Research undertaken by Gregory and Daly (1997) has relevance to this issue. They showed that although Indigenous Australian men had higher incomes than Native American men in the USA, Indigenous employment rates were much lower in Australia. Over the 1980s, while Native Americans maintained their employment level in the face of a 17 per cent fall in income, the incomes of Indigenous Australians rose by 10 per cent while their (non-CDEP) employment fell by one-quarter. This situation in Australia can only be overcome, the authors argued, by giving ‘Aborigines currently residing in remote communities access to the range of employment opportunities that are normally available to the White community in cities’ (Gregory & Daly 1997: 118). The implication is that CDEP cannot provide a long-term solution to this problem, whatever its short-term popularity and effectiveness.

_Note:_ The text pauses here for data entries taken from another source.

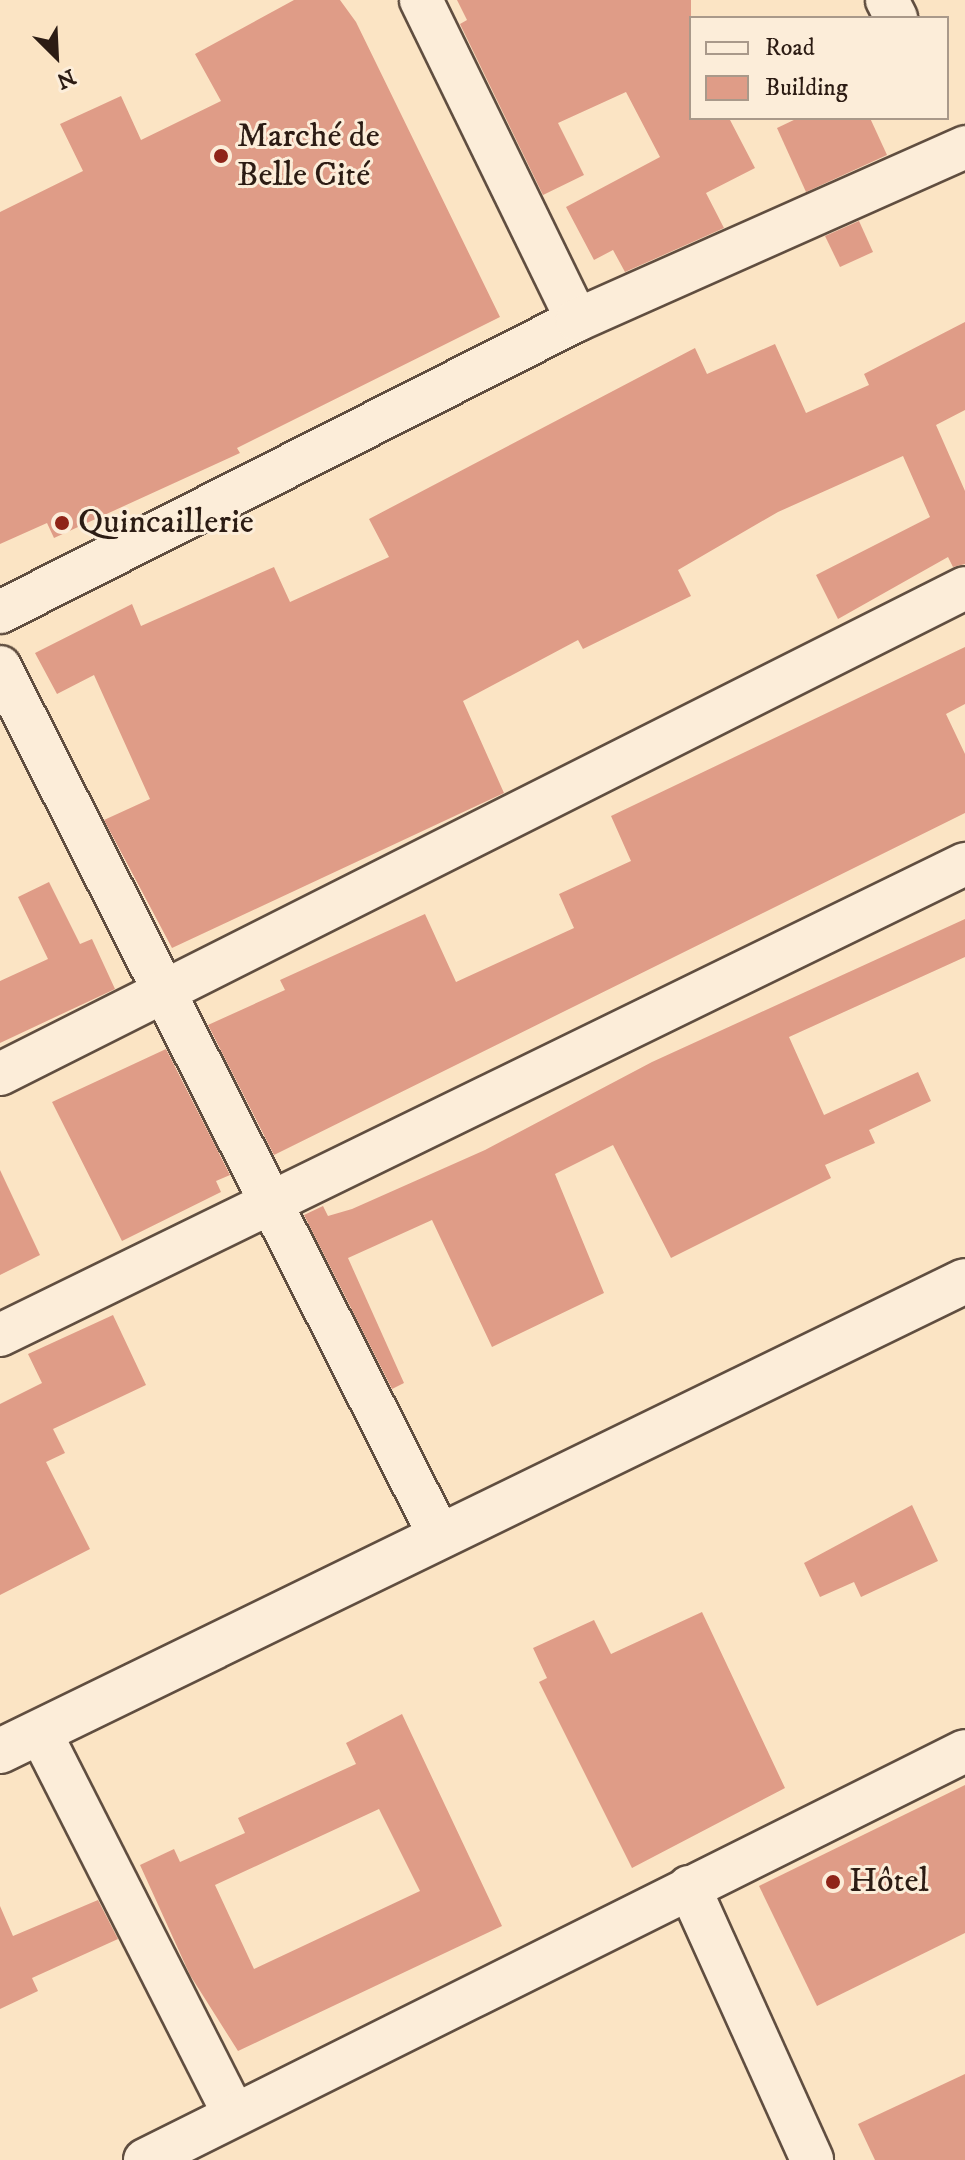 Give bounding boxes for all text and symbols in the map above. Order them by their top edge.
north arrow [16,16,96,96]
legend [689,16,949,120]
text: Road [765,33,815,63]
text: N [52,62,80,94]
text: Building [765,73,848,103]
place label: Marché de Belle Cité [237,116,380,196]
marker: Marché de Belle Cité [212,147,230,165]
place label: Quincaillerie [78,503,254,543]
marker: Quincaillerie [53,514,71,532]
place label: Hôtel [849,1862,929,1902]
marker: Hôtel [824,1873,842,1891] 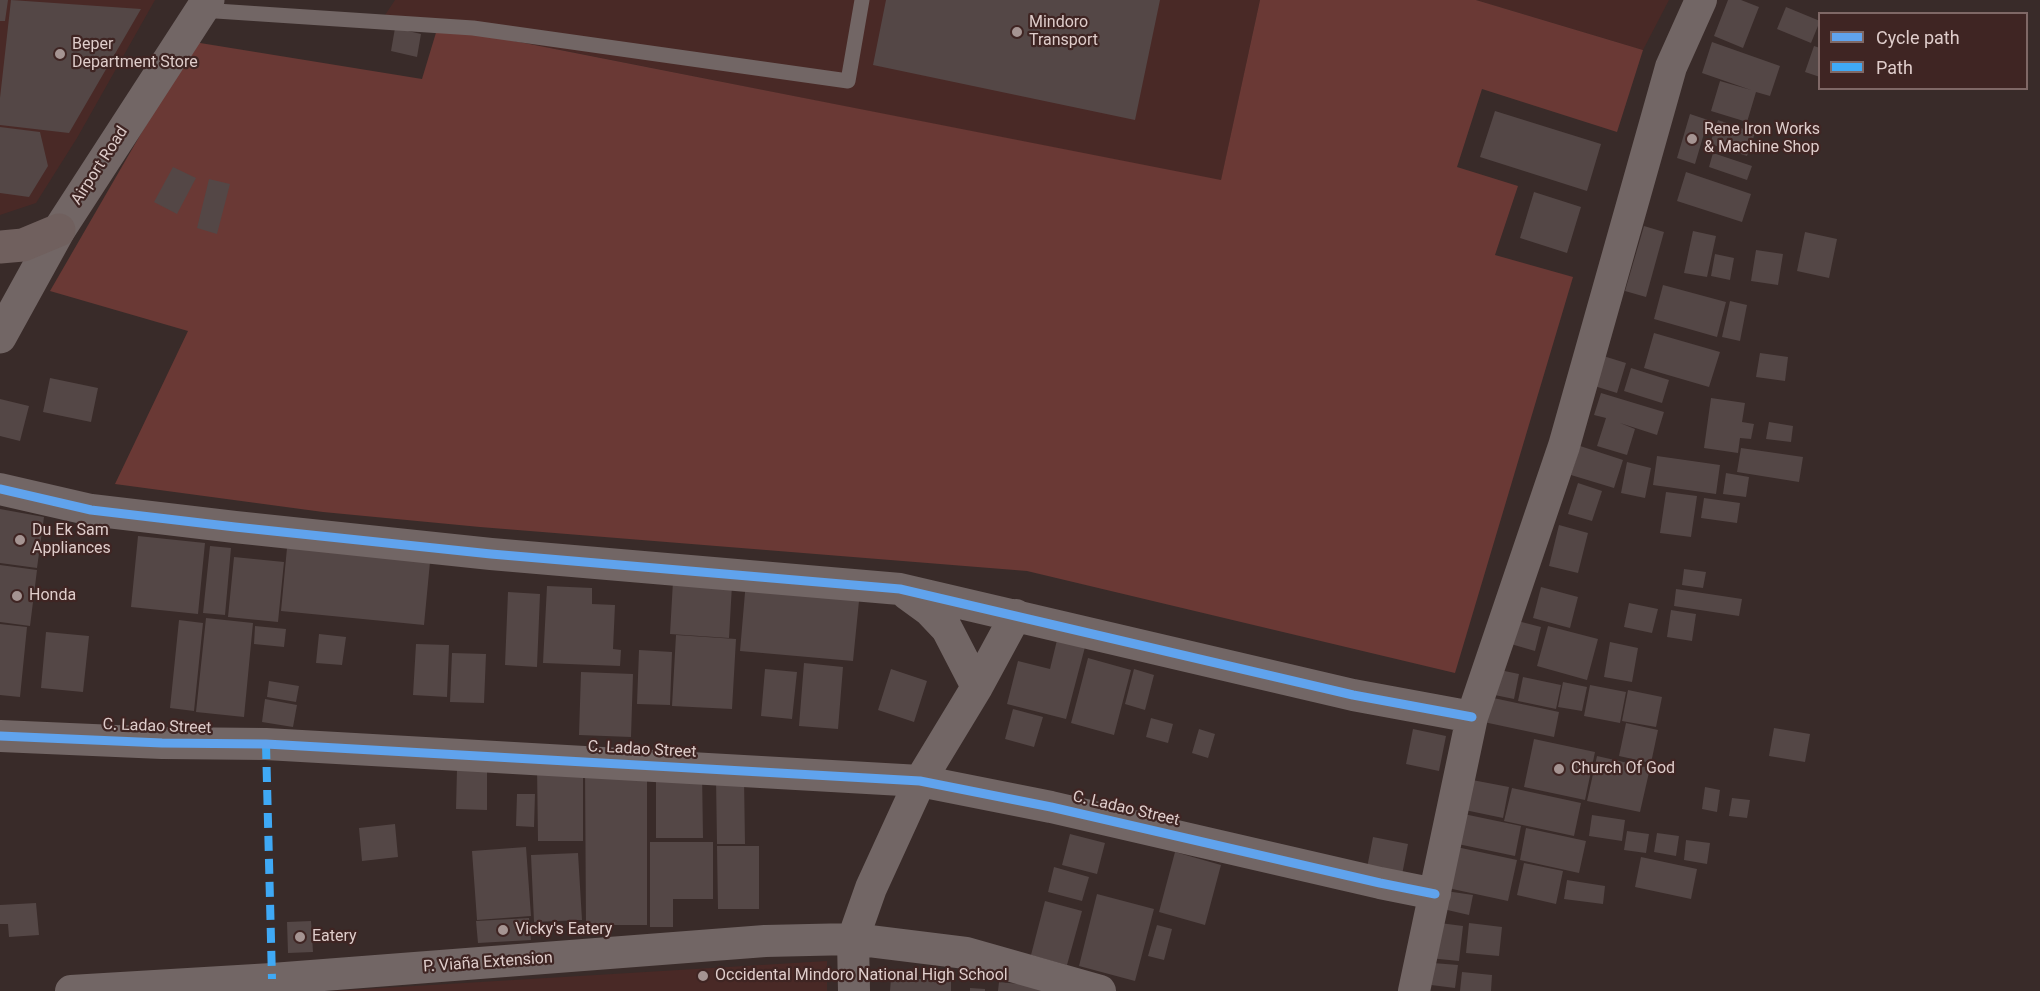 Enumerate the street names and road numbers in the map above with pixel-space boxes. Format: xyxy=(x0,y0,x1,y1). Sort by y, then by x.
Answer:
street label: Airport Road xyxy=(68,123,132,209)
street label: C. Ladao Street xyxy=(102,716,212,738)
street label: C. Ladao Street xyxy=(587,738,697,762)
street label: C. Ladao Street xyxy=(1071,787,1181,831)
street label: P. Viaña Extension xyxy=(423,949,553,977)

There are echoes of this line of argument in Noel Pearson’s recent criticism of ‘passive welfare’, by which he means welfare provided as ‘unconditional cash pay-outs to needy citizens of whom nothing further will be required’ (Pearson 2000a: 137). Although CDEP does require something of its recipients and provides a modicum of control over local communities, Pearson emphasises that this should not divert attention from the fact that Indigenous Australians have been provided with social transfer income but have been dispossessed from the real economy (Pearson 2000b).
There is a certain similarity between Pearson’s use of the term passive welfare and the moralistic tones which were expressed by Minister Newman in her ‘welfare dependency’ speech to the National Press Club prior to the establishment of the welfare review (Newman 1999). The difference is that whereas Senator Newman was arguing that requiring too little of non-Indigenous welfare recipients may have induced a ‘culture of dependency’ that has left individuals excluded from economic wealth and prosperity, for Indigenous Australians the problem is one of community exclusion based on systematic discrimination and dispossession.
Welfare reform alone will do little to resolve the problems identified by Noel Pearson. What is needed is the establishment and development of real productive economic activity in the Indigenous community. Welfare reform may be necessary to achieve this, but unless accompanied by economic reform its role will be, at best, only marginal. This paper has argued that the same is true of the role and impact of welfare reform generally. In light of this, the failure of CDEP to bring about economic revival is hardly surprising.
This is the main conclusion that flows from the arguments presented here. The major contemporary problems we face—structural unemployment, poverty, and inequality—are all basically economic in origin and their resolution requires policies that address these economic causes. That is why welfare reform must be accompanied by labour market reform in mainstream Australia, and why significant progress for Indigenous Australians will not be achieved without sweeping economic reform.